In the first 10 seconds of Burna Boy’s 20 10 20 you hear a melodious beat; it gives you a bouncy, almost exciting feeling. However, this positive excitement slowly fades into the background once Burna Boy starts rapping. His lyrics raise awareness and emphasize that we need to listen to his song to become aware of the suffering of his fellow Nigerian people. The suffering addressed in this song first emerged when the Nigerian government created a Special Anti-Robbery Squad (SARS) in 1992 with the task of fighting violent crimes (Amnesty 2020b). However, instead of reducing violence within Nigeria, SARS itself turned into a violent institution; reinforcing exactly what they were supposed to reduce. There are various reports on the abuse of Nigerian people by the SARS, including cases of harassment, beating, illegitimate arrests, and torture (Amnesty 2020b). These brutalities provoked a massive campaign against the SARS, which reached its peak in October 2020 when many young Nigerians gathered in the streets to raise awareness for the brutalities of the SARS and to demand both an abolishment of the institution and a prosecution for the crimes they committed. These protests refrained from any form of violence as can be seen in videos depicting groups of people harmoniously dancing and singing together (BBC Africa 2021). This peacefulness is emphasized in the bouncy beginning of Burna Boy’s song.
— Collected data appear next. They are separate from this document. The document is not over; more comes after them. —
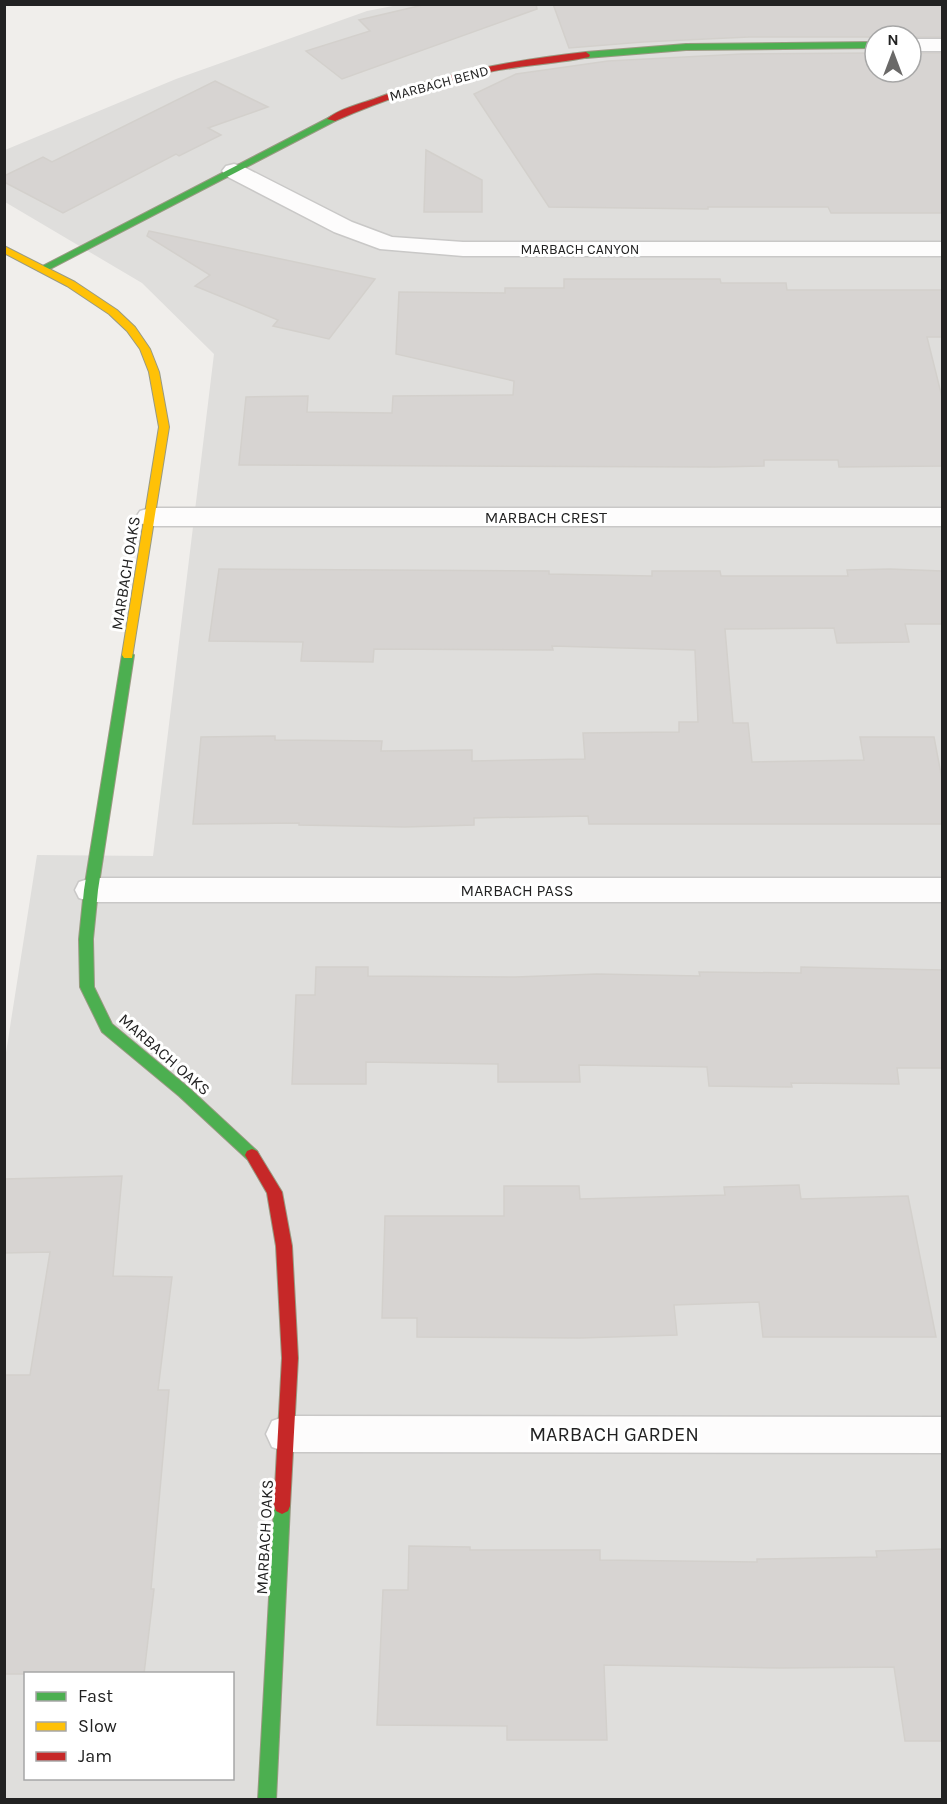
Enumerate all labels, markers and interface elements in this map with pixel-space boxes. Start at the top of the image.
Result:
north arrow [863,24,923,84]
text: N [887,30,899,49]
street label: MARBACH BEND [388,62,491,105]
street label: MARBACH CANYON [521,241,639,258]
street label: MARBACH CREST [485,508,607,527]
street label: MARBACH OAKS [107,515,144,631]
street label: MARBACH PASS [461,881,573,900]
street label: MARBACH OAKS [115,1010,214,1099]
street label: MARBACH GARDEN [529,1423,699,1446]
street label: MARBACH OAKS [252,1479,277,1595]
legend [24,1672,234,1780]
text: Fast [78,1685,113,1707]
text: Slow [78,1715,117,1737]
text: Jam [78,1745,112,1767]

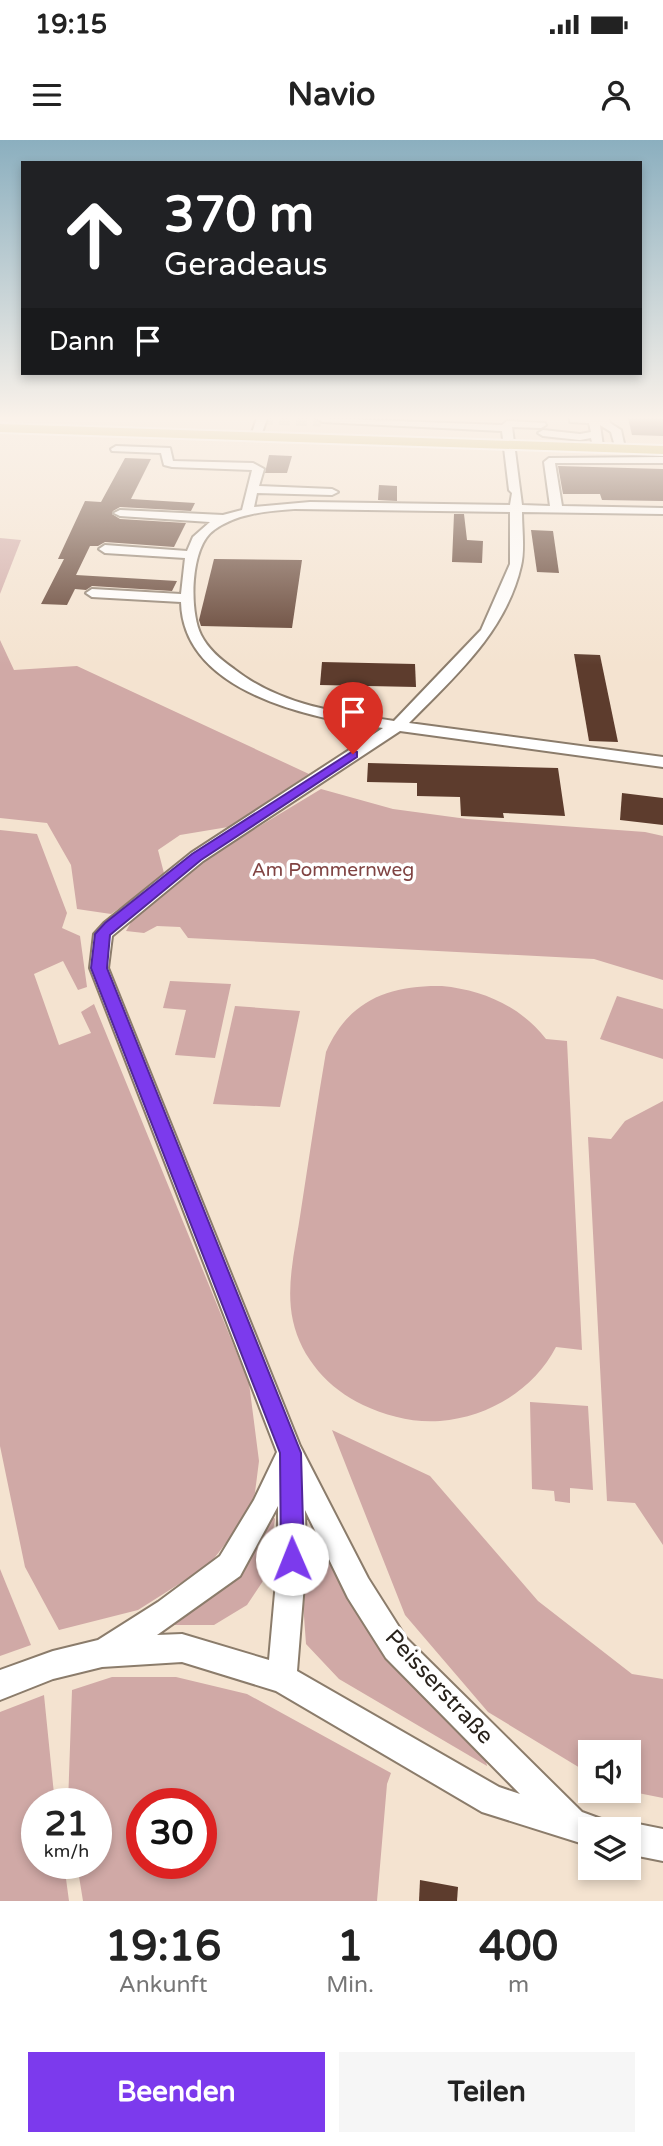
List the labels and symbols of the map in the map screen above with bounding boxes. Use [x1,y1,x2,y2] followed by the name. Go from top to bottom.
[323,682,383,754] pin
[252,859,414,881] park label: Am Pommernweg
[255,1522,329,1596] position arrow
[379,1624,499,1750] street label: Peisserstraße
[126,1788,217,1879] speed limit sign: 30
However, the passion and anger in Burna Boy’s voice increase throughout the song. Similarly, the violence by the Nigerian Government increased on the 20th of October 2020. The government announced a 24-hour long curfew in the morning, which was ignored by the peaceful protesters. The government’s reaction to this was brutal: without a warning, the Nigerian military and police opened fire on the crowd of protesters at Alausa and the Lekki Toll Gate in Lagos, killing at least 12 protesters (Amnesty 2020a). At the End of Burna Boy’s song, you hear live recordings of the shooting that are mixed over the bouncy beat. Gunshots, screams of fear, and a voice urging all the protesters to keep down again emphasizing that the protestors themselves did not engage in any violence. The combination of the audio recordings and the bouncy beat makes you feel the incredible unfairness and contractionary nature of innocent singing protesters being violently killed. In the very last seconds, Burna Boy sings with a hurt voice once again 20th of October; a phrase in which you hear his disappointment and pain. How can a peaceful fight against violence end in so much more violence?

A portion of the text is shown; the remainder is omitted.